A number of issues arise when you translate the theory of persistence into actual C++ code. For example, you will probably choose a collection framework (e.g. the STL) to simplify your development. Rather than implementing all of the collection types yourself, you will use this library's well tested code to handle your collection requirements. While this will save months of work, it doesn't come without a price. The library itself will require you to write some code to support its collections, and this code must be integrated into your own code with sufficient encapsulation, so that if you decide to change your collection mechanism, you won't break the entire application.

Swizzling References

When you recreate an object from the information stored in the database, you need to recreate its associations with other objects as well. If the associated object is not yet in memory, you cannot initialize a pointer to it and you certainly cannot create a reference (references to null objects are illegal in C++). We use the OID to represent the object until it is loaded. An OID is unique, and it typically corresponds to a primary key in a database table, so pulling the referenced object out of the database should be fast.

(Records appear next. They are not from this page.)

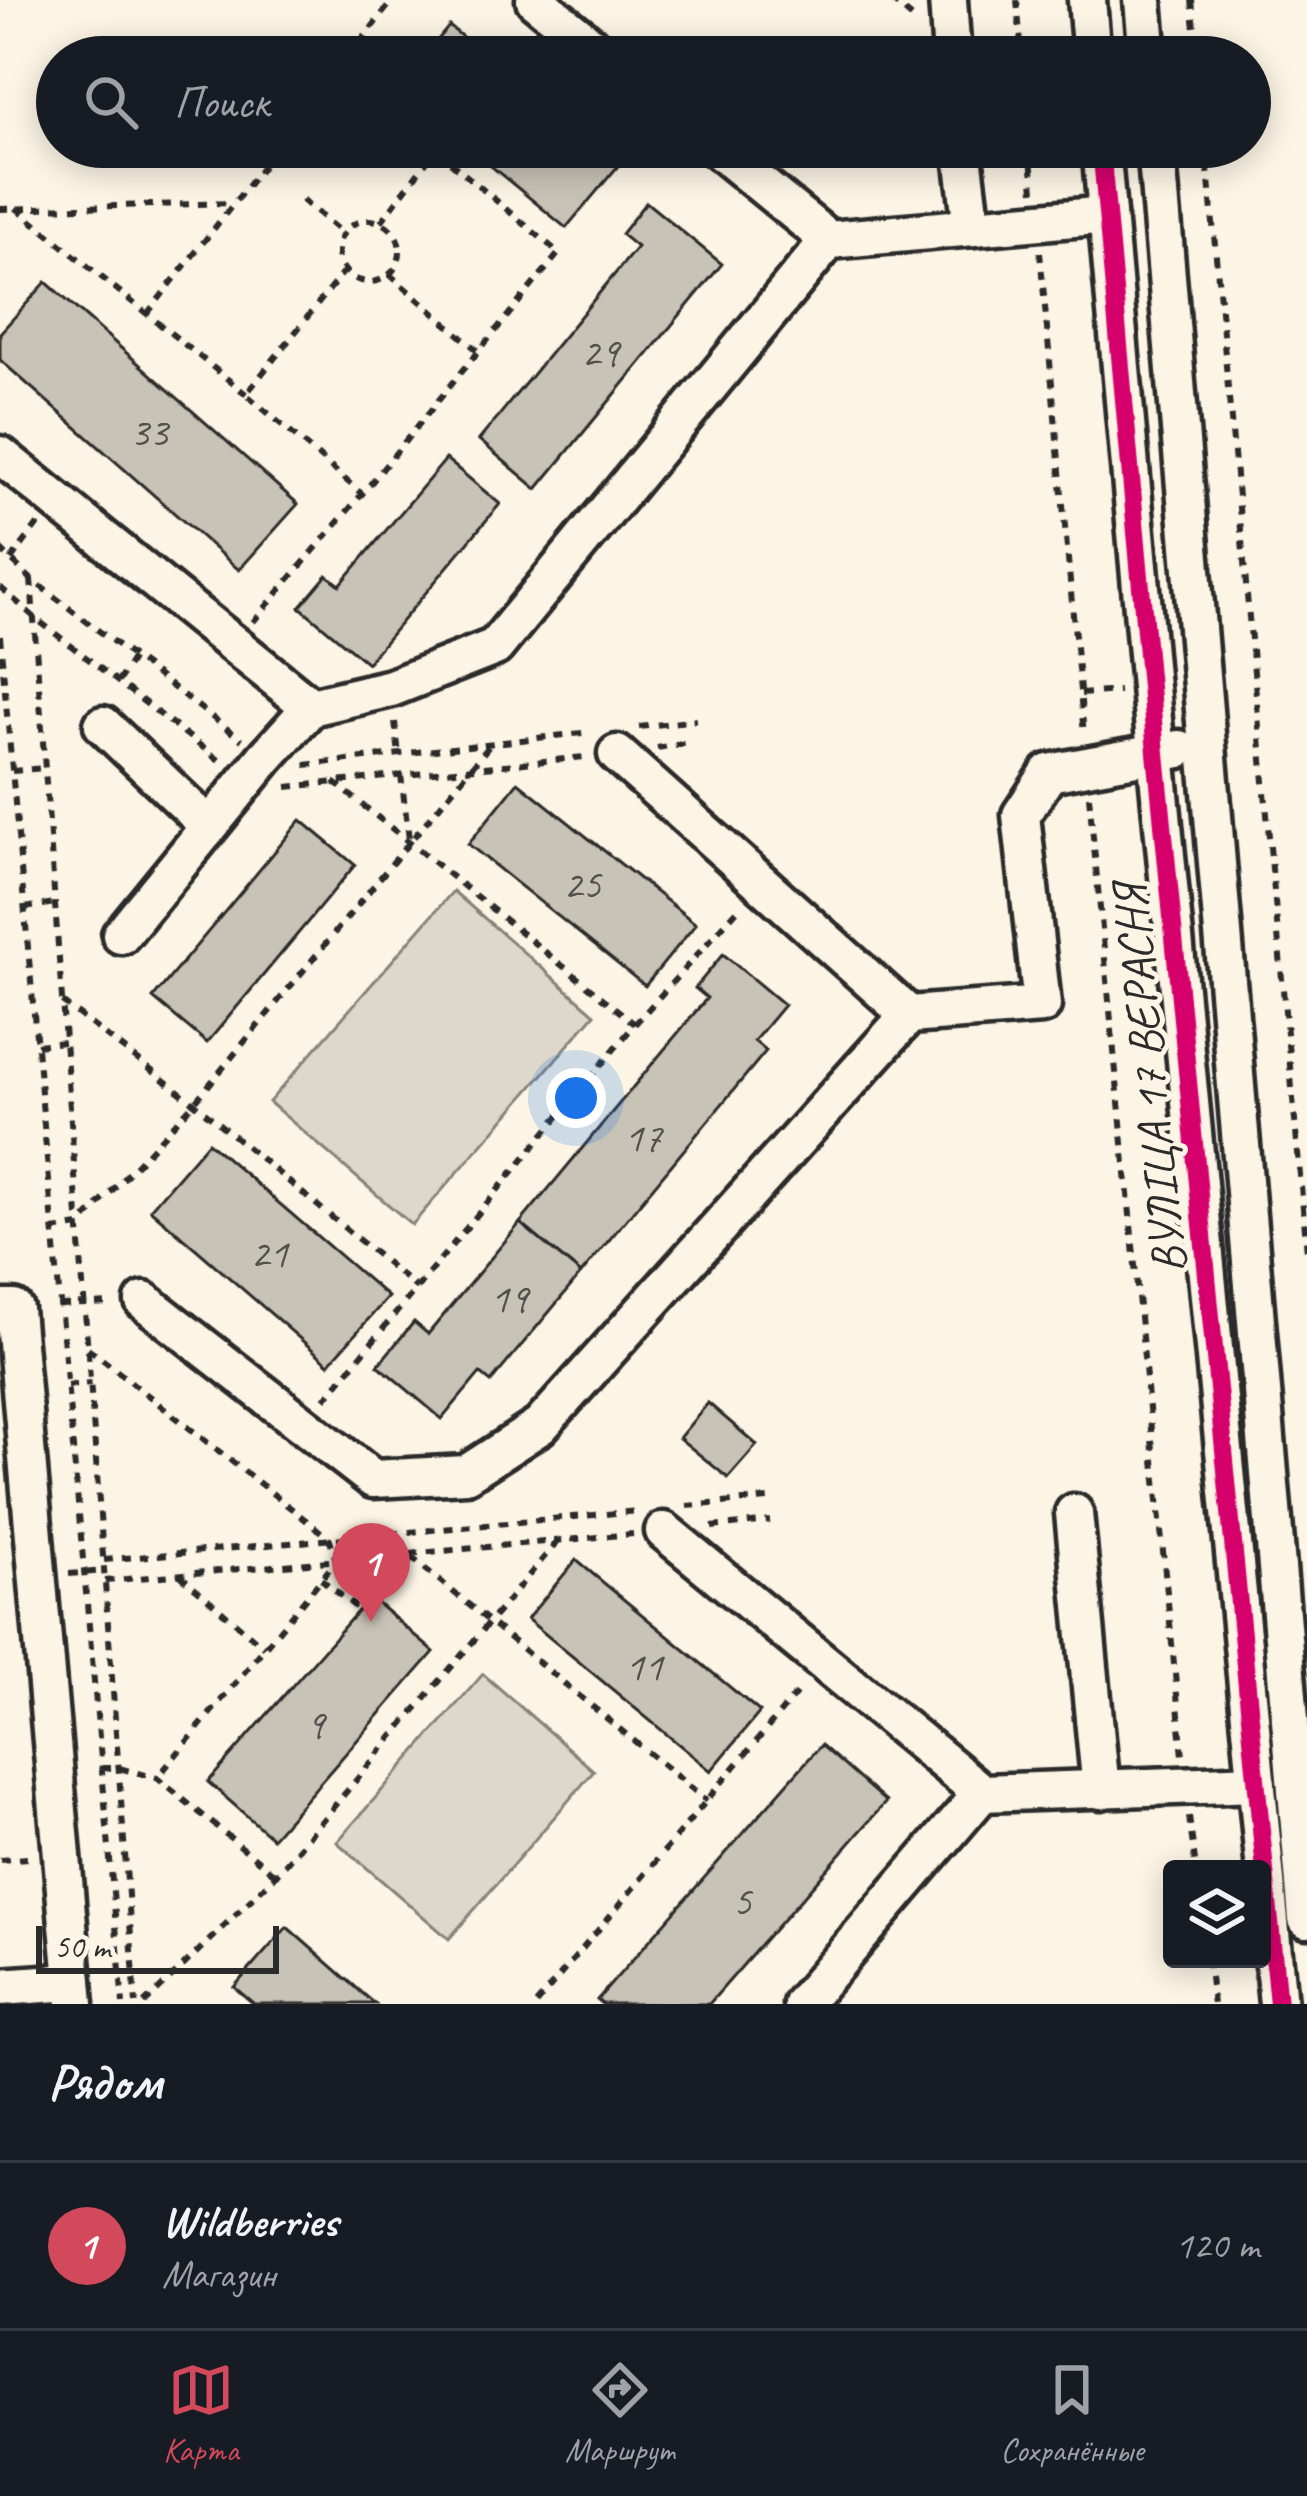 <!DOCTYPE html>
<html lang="ru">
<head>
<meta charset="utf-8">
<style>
	body { margin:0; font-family:Caveat,sans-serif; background:#242831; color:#f1f3f6 }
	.controls { position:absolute; right:36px; bottom:36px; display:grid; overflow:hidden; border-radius:12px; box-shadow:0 6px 30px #0003 }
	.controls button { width:108px; height:108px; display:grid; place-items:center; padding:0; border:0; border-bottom:3px solid #363941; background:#171b24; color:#f1f3f6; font:60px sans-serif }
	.scale { position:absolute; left:36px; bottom:30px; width:243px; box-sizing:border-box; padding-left:12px; border:6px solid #2b2b2b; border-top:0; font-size:33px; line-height:42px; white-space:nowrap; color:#2b2b2b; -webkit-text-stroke:9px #fcf5e5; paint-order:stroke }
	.you { position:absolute; left:576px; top:1098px; width:42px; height:42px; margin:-30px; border:9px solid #fff; border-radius:50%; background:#1a73e8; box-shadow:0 0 0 18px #1a73e833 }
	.badge { display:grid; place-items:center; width:78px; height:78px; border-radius:50%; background:#d1495b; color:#fff; font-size:39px; font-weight:700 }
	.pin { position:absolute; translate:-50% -99px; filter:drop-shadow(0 3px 6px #0008) }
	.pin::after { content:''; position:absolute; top:63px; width:42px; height:36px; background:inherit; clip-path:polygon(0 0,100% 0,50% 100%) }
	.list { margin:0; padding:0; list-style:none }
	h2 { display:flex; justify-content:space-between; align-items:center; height:156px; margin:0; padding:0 48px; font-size:51px }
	h2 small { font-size:39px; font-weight:400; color:#9ea1a6 }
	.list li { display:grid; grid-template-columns:78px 1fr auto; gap:36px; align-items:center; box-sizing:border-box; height:168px; padding:0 48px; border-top:3px solid #363941 }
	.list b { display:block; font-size:45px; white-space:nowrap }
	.list p { margin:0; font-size:39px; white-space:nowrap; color:#9ea1a6 }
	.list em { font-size:39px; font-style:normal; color:#9ea1a6 }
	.icon { flex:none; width:66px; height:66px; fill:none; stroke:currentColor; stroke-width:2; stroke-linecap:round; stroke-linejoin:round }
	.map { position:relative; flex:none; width:1307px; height:2004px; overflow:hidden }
	.search { position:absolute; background:#171b24; box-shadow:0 6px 30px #0003; left:36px; right:36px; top:36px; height:132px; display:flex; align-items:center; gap:30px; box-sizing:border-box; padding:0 42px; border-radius:66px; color:#9ea1a6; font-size:45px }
	.sheet { height:324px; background:#171b24 }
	nav { display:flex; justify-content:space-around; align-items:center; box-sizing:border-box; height:168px; border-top:3px solid #363941; background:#171b24; font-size:33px; color:#9ea1a6 }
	nav a { display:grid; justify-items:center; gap:6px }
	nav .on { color:#d1495b }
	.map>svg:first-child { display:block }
	.green { fill:#ded8ca; stroke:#84827a; stroke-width:3 }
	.building { fill:#c8c3b7; stroke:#2b2b2b; stroke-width:3 }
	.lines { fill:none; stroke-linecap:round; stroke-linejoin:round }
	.minor-casing { stroke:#2b2b2b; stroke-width:45 }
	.path { stroke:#2b2b2b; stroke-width:6; stroke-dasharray:9 9; stroke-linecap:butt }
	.minor { stroke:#fcf5e5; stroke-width:36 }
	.cycleway-casing { stroke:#fcf5e5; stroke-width:26 }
	.cycleway { stroke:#d6006c; stroke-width:18 }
	.labels { text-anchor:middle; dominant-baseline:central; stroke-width:10; stroke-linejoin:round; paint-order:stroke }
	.number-label { font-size:42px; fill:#52514e }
	.street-label { font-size:48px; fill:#2b2b2b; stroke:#fcf5e5 }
</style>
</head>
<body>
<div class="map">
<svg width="1307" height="2004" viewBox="0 0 1307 2004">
	<rect width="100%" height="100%" fill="#fcf5e5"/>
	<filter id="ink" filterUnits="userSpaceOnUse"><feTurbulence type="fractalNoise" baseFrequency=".00833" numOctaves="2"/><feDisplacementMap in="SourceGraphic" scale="24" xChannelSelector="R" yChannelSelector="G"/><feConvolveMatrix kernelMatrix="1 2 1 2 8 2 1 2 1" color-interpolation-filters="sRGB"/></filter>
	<g filter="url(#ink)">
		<!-- green -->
		<g class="green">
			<path d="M453 891 595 1014 412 1225 269 1102Z"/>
			<path d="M483 1674 594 1771 449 1939 337 1842Z"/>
		</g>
		<!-- building -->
		<g class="building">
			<path d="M449 26 487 57H424Z"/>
			<path d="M468 147H595L618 166 566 228Z"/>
			<path d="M646 202 722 264 537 489 479 440 637 247 621 234Z"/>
			<path d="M46 282 298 504 239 570 0 360V333Z"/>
			<path d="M446 459 500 504 367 663 300 607 327 575 340 585Z"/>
			<path d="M518 782 696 924 645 986 468 844Z"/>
			<path d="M301 820 355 865 207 1043 153 998Z"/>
			<path d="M723 954 784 1005 754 1041 766 1051 581 1274 520 1223 707 998 695 988Z"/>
			<path d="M208 1142 388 1297 329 1364 150 1209Z"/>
			<path d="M520 1223 581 1274 491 1382 480 1373 442 1419 378 1365 414 1322 428 1334Z"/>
			<path d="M708 1403 757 1445 728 1478 679 1438Z"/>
			<path d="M576 1560 760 1712 711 1771 527 1619Z"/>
			<path d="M370 1597 434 1652 272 1838 208 1782Z"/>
			<path d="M821 1745 886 1802 709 2004H602L597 2000Z"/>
			<path d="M287 1927 375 2004H254L234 1987Z"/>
		</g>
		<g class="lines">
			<!-- minor casing -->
			<g class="minor-casing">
				<g id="minor">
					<path d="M535 0 605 57"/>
					<path d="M948 0 952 57"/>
					<path d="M1087 0 1092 57"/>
					<path d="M1143 0 1148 57"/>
					<path d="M715 147 829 240 1107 215"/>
					<path d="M962 147 972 227"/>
					<path d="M1101 147 1156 753 1278 2004"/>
					<path d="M1156 147 1307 1919"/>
					<path d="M0 455 311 707"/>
					<path d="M103 725 209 826"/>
					<path d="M617 754 909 1015"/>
					<path d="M121 935 265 758 311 707 391 688 495 647 829 240"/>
					<path d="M144 1301 373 1479 466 1474 540 1426 909 1015 1042 1005 1021 815 1049 773 1179 749"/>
					<path d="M0 1309H14L75 2004"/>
					<path d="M1074 1513 1101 1790"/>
					<path d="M664 1531 982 1793 1257 1783"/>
					<path d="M0 1987 73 1982"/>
					<path d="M802 2004 982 1793"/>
				</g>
			</g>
			<!-- path -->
			<g class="path">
				<path d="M891 0 916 21"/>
				<path d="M1017 0 1022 57"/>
				<path d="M1192 0 1198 57"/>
				<path d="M349 57 393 0"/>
				<path d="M1030 147 1034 191"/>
				<path d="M1206 147 1307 1252"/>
				<path d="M302 200 343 234"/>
				<path d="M16 208 246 394"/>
				<path d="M0 209 234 203"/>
				<circle cx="369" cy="251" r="31"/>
				<path d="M381 222 435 150"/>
				<path d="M1040 252 1084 735"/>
				<path d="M345 270 246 394 362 494"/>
				<path d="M389 274 477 350"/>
				<path d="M147 314 278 147"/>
				<path d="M0 549 31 579 242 740"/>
				<path d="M11 560 38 524"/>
				<path d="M31 579 136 2004"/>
				<path d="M0 587 34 617 223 763"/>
				<path d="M253 622 362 494 559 253 432 147"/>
				<path d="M0 636 123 2004"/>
				<path d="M118 682 134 656"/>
				<path d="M1081 694 1119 691"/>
				<path d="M395 722 399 754"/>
				<path d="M639 727 696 720"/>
				<path d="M657 748 688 743"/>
				<path d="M305 765 590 732"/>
				<path d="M12 771 44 768"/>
				<path d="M401 775 409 839"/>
				<path d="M334 782 635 1024"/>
				<path d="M287 787 584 757"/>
				<path d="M1089 796 1183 1756"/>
				<path d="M25 908 55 903"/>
				<path d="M62 1002 194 1103 417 1288"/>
				<path d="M37 1045 65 1042"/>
				<path d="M53 1230 79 1226 194 1103 489 746"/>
				<path d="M60 1305 113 1303"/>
				<path d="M88 1348 330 1539 336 1561 157 1778"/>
				<path d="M67 1385 91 1383"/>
				<path d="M325 1399 635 1024 738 909"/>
				<path d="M687 1506 768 1499"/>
				<path d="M712 1527 770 1521"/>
				<path d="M383 1534 707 1801"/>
				<path d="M104 1560 638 1511"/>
				<path d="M69 1574 104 1571"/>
				<path d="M180 1575 264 1647"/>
				<path d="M321 1579 359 1610"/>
				<path d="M105 1581 633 1534"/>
				<path d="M102 1768H119L157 1778 276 1875"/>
				<path d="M1189 1817 1196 1869"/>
				<path d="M0 1860 28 1858"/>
				<path d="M1208 1959 1213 2004"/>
				<path d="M144 2004 276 1875 557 1542"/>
				<path d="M536 2004 801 1688"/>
			</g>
			<!-- minor -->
			<use href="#minor" class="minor"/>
			<!-- cycleway casing -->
			<g class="cycleway-casing">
				<path id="cycleway" d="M1101 147 1156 753 1278 2004"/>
			</g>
			<!-- cycleway -->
			<use href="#cycleway" class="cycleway"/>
		</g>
	</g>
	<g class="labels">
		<!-- number labels -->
		<g class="number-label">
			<text x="600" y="352">29</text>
			<text x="149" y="432">33</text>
			<text x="582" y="884">25</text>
			<text x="643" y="1137">17</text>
			<text x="269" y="1253">21</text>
			<text x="509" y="1298">19</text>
			<text x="644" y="1666">11</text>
			<text x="315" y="1724">9</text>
			<text x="742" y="1901">5</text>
		</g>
		<!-- street labels -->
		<g class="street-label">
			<text transform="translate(1149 1079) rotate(-96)">ВУЛІЦА 17 ВЕРАСНЯ</text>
		</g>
	</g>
</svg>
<div class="controls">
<button><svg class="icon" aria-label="layers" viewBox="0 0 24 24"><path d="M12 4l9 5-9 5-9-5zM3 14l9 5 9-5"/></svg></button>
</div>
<div class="scale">50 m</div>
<div class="you"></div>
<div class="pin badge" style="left:371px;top:1622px">1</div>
<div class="search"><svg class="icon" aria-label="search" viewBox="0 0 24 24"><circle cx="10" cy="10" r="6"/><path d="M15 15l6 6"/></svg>Поиск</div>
</div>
<section class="sheet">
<h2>Рядом<small></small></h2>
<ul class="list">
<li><span class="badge">1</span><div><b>Wildberries</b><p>Магазин</p></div><em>120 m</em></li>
</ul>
</section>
<nav>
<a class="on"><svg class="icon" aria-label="map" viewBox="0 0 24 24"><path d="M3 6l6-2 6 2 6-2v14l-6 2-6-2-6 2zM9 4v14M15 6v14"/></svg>Карта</a>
<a><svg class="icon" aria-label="directions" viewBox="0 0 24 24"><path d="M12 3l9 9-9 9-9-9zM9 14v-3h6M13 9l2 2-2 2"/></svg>Маршрут</a>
<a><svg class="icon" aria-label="saved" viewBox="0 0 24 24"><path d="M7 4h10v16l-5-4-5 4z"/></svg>Сохранённые</a>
</nav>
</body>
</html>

Swizzling is the process of turning a pointer into an OID and writing it to persistent storage, or using an OID to retrieve an object from persistent storage

Once an object is in memory, the OID can be swizzled into a pointer. Although a regular C++ pointer can be used here, there are some subtle complications. Some memory allocation schemes allow objects to be shared. That is, if two parts of an application run a query that results in the same object being retrieved, then it will be retrieved once and shared. This can easily happen, since the result of most queries is a collection class, and an object can be in more than one of these returned collections.

This raises the problem of how you know when it is safe to delete an object. Since the persistence framework is generating these references, and the application programmer is using them, neither party necessarily knows the lifetime of a given reference. The application programmer doesn't know whether or not he is the only one pointing to the object, so he can never safely delete it. The persistence framework also cannot know when the application is finished with the object, and so it cannot delete it either. This leads to memory leaks.

There are two solutions to this problem. You can either disallow sharing of memory, or you must implement reference counting. In reference counting, each time you share an object you increment its reference count. As you delete objects, the object decrements its reference count. When the reference count returns to zero, then the object is destroyed.

Queries

In a typical persistence framework, all objects are accessed from the database through queries. This is the way that the application obtains any objects that have been previously persisted.

Typically, there are two types of queries and two types of return values. In the first type of query, you provide an OID and the database then returns the object that corresponds to that OID. This turns into a simple SQL query, whose WHERE clause is just an EQUALS match on the OID. This should run very fast.

In the second type of query, you provide an SQL WHERE clause, and the system returns the object, collection or web of objects that satisfies the SQL query. In this case the WHERE clause can be as complex as the application programmer desires. Of course, a complex WHERE clause may require a significant amount of database processing.

Query Signatures

Each of the above types of query is codified by one static member function for the class — the focus of the query. The OID-based queries are of the following (approximate) format:

PersistentObject* Get(const OID &);

There is one of these Get() functions for each persistent class. They each take an OID as an input parameter and return a pointer to a persistent object. A pointer is used as the return value instead of a reference, so that NULL can be returned if the object is not found.